Contudo, quando ampliamos o olhar para o mercado musical como um todo, os dados indicam que a desigualdade de gênero permanece estrutural. Segundo o relatório “Mulheres na Música – Edição 2025”, elaborado pelo Ecad, entre os 4 milhões de titulares cadastrados como pessoas físicas nas associações de gestão coletiva de direitos autorais (Abramus, Amar, Assim, Sbacem, Sicam, Socinpro e UBC), apenas 10% são mulheres. Entre os R$ 926 milhões distribuídos em 2024 em direitos autorais para pessoas físicas, apenas R$ 75 milhões foram destinados a mulheres, o que representa cerca de 8%, mesmo percentual registrado no ano anterior. Ainda mais expressiva é a disparidade entre os 100 autores com maior rendimento: somente 5% eram mulheres em 2024, abaixo do pico de 6% registrado em 2023. E entre as 100 músicas mais tocadas em shows, apenas 16 contavam com mulheres na autoria. No segmento de música ao vivo, a presença feminina chegou a apenas 3,12%.
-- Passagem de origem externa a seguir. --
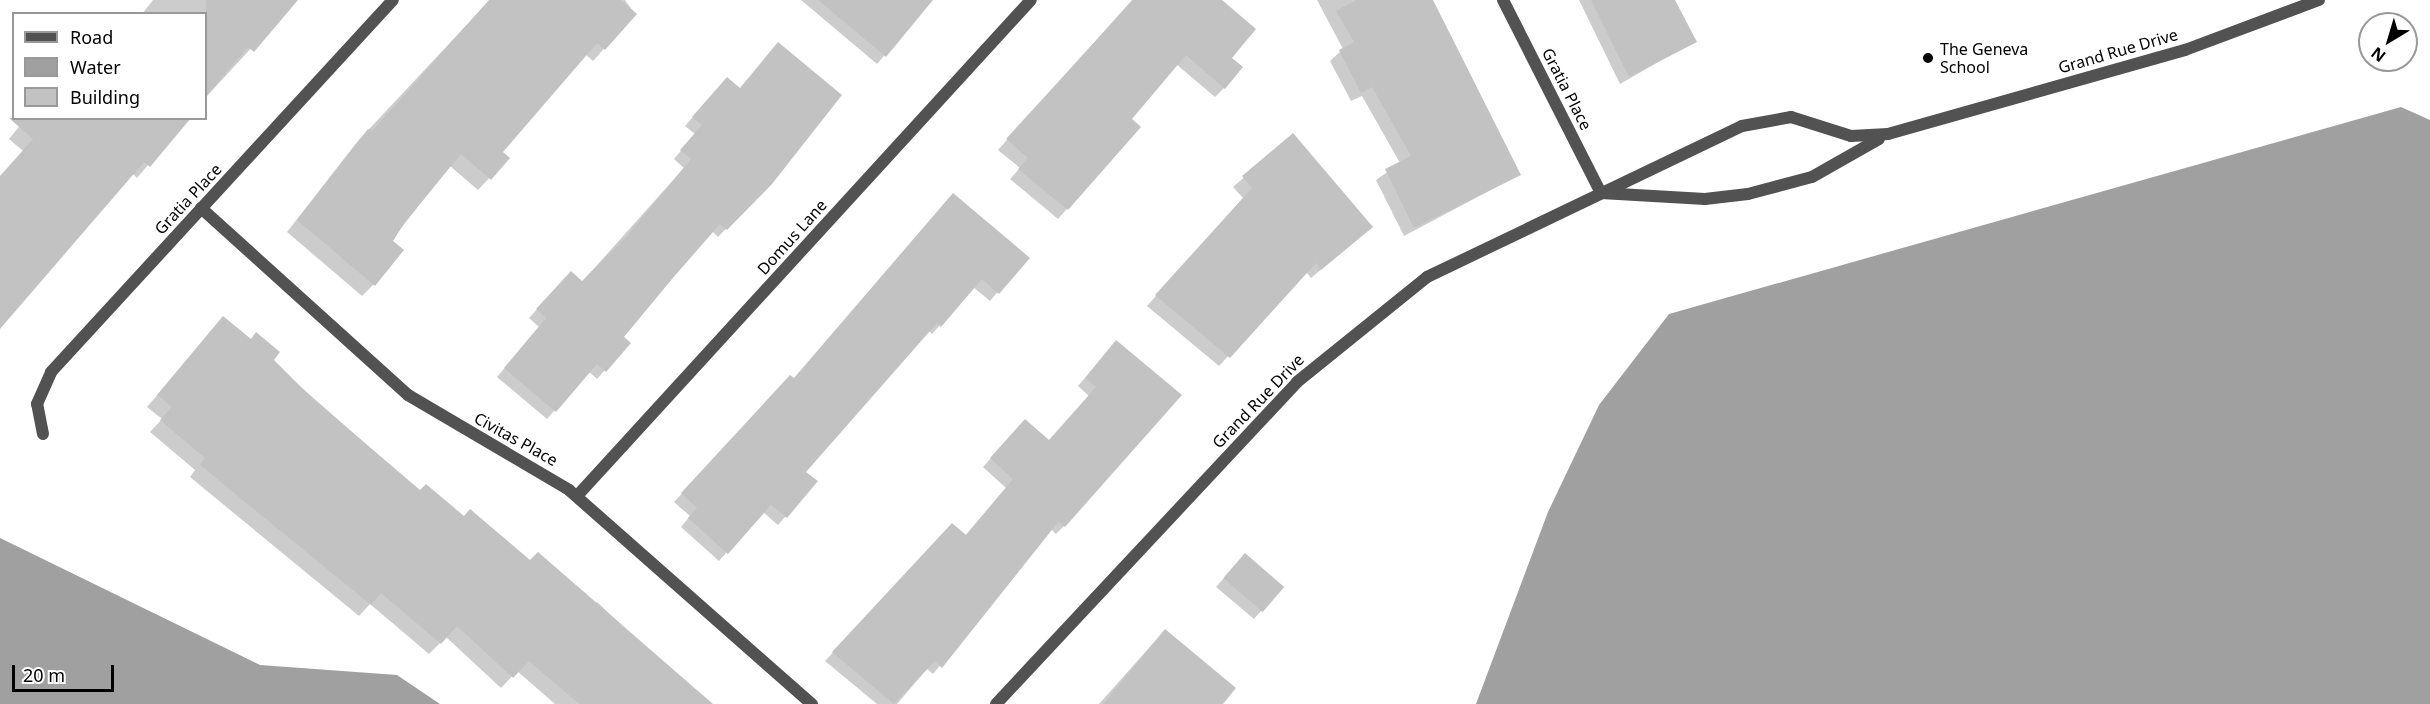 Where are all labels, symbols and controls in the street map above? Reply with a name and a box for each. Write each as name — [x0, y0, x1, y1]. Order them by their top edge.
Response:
legend — [12, 12, 207, 120]
north arrow — [2358, 12, 2418, 72]
text: Road — [70, 25, 113, 49]
street label: Grand Rue Drive — [2056, 25, 2180, 77]
place label: The Geneva School — [1940, 39, 2028, 77]
text: N — [2366, 42, 2390, 67]
street label: Gratia Place — [1538, 45, 1596, 133]
marker: The Geneva School — [1921, 51, 1935, 65]
text: Water — [70, 55, 121, 79]
text: Building — [70, 85, 140, 109]
street label: Gratia Place — [150, 160, 226, 238]
street label: Domus Lane — [753, 196, 831, 278]
street label: Grand Rue Drive — [1208, 350, 1308, 452]
street label: Civitas Place — [471, 408, 561, 470]
scale bar — [15, 653, 117, 691]
text: 20 m — [23, 663, 65, 687]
Esses números revelam desigualdades que atravessam toda a cadeia do mercado musical, da profissionalização ao acesso aos palcos, passando pela execução pública de obras e arrecadação de direitos autorais. Em todos esses níveis, a participação feminina segue significativamente inferior à dos homens.
Nos festivais, esse desequilíbrio também aparece. Após alcançar 40,9% em 2023, a presença de atos exclusivamente femininos caiu para 35,6% em 2024. Embora ainda represente um avanço expressivo em relação aos anos anteriores, a oscilação mostra que, sem ações consistentes e planejamento a longo prazo, os ganhos em representatividade não se sustentam.
Para que esse avanço não seja passageiro, é preciso encarar a equidade de gênero como parte central da estrutura dos festivais. Isso envolve investir em curadorias diversas, garantir a presença de mulheres em posições de decisão, estabelecer metas públicas de representatividade, acompanhar periodicamente os dados e ampliar a responsabilidade com a equidade para todas as etapas de produção, dos palcos aos bastidores.
A análise da participação feminina por categorias, entre 2016 e 2024, revela tendências significativas: crescimento de artistas solo, declínio dos grupos mistos e uma evolução modesta das bandas femininas.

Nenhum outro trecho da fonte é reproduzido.